§ **What is being asked**: Each line in the entries that has the word "down" has to be copied.

§ **Data section**:
= Beginning of Section =
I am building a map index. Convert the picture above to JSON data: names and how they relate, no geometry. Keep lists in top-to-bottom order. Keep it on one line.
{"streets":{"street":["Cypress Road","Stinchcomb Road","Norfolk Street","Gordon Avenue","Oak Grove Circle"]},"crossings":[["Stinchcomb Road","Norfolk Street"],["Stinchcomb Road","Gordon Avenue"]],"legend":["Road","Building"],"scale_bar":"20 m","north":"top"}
= End of Section =
= Beginning of Section =
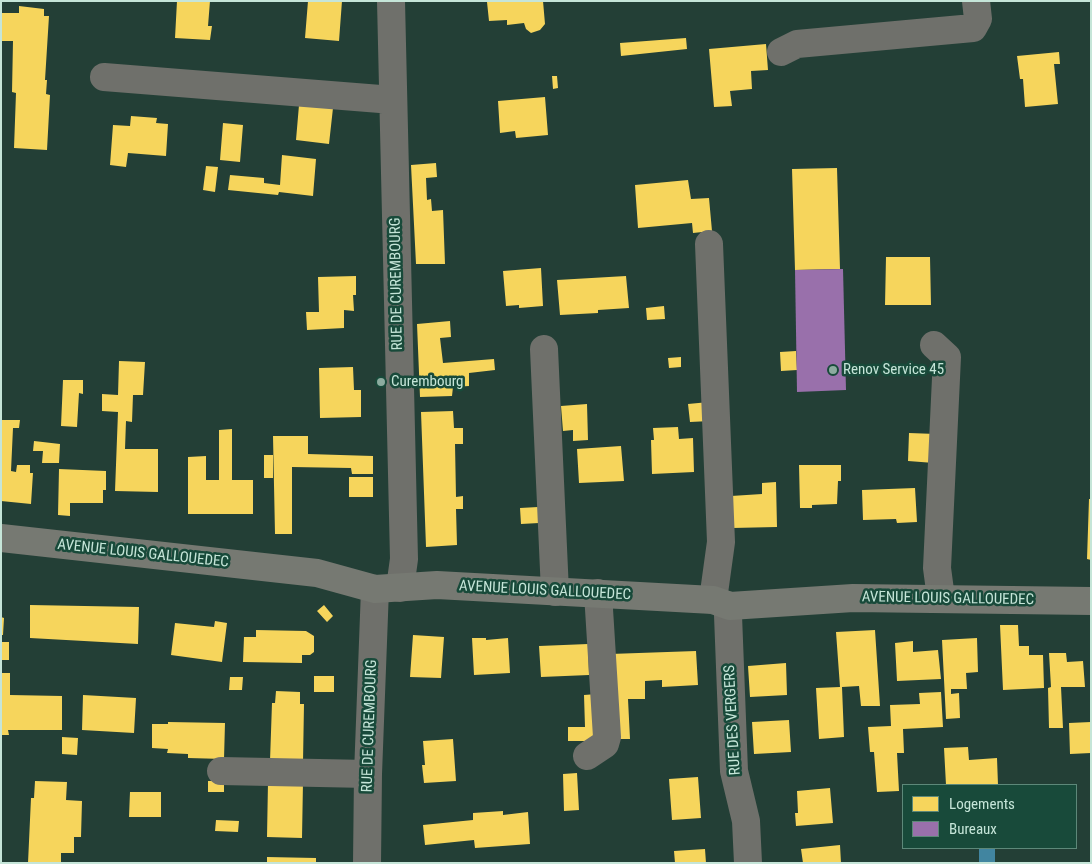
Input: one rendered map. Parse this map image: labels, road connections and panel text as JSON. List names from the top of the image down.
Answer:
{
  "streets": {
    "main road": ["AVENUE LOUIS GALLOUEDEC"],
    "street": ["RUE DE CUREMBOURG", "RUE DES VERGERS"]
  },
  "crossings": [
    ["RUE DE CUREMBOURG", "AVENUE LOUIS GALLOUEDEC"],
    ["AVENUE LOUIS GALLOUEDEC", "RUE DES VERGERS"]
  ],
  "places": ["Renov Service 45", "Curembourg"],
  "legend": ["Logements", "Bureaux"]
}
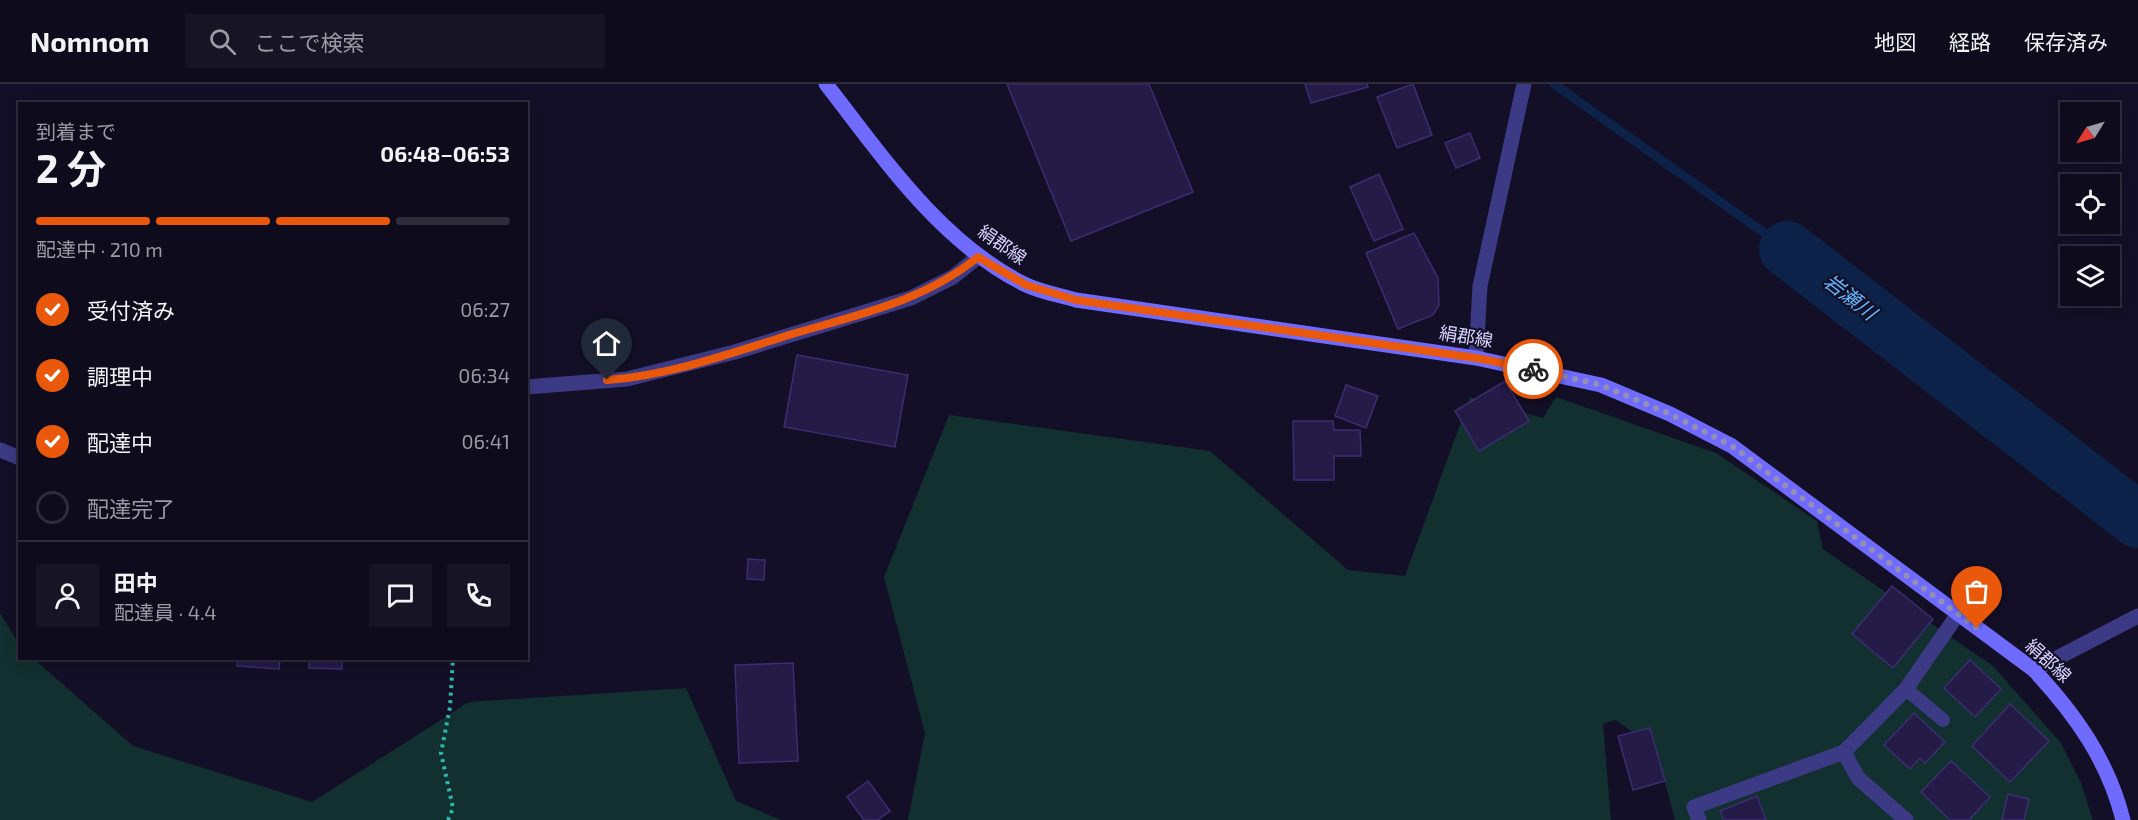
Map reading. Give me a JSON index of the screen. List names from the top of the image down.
= End of Section =
§ **The answer**:
Input: one rendered map. Parse this map image: labels, road connections and panel text as JSON. List names from the top of the image down.
Map reading. Give me a JSON index of the screen. List names from the top of the image down.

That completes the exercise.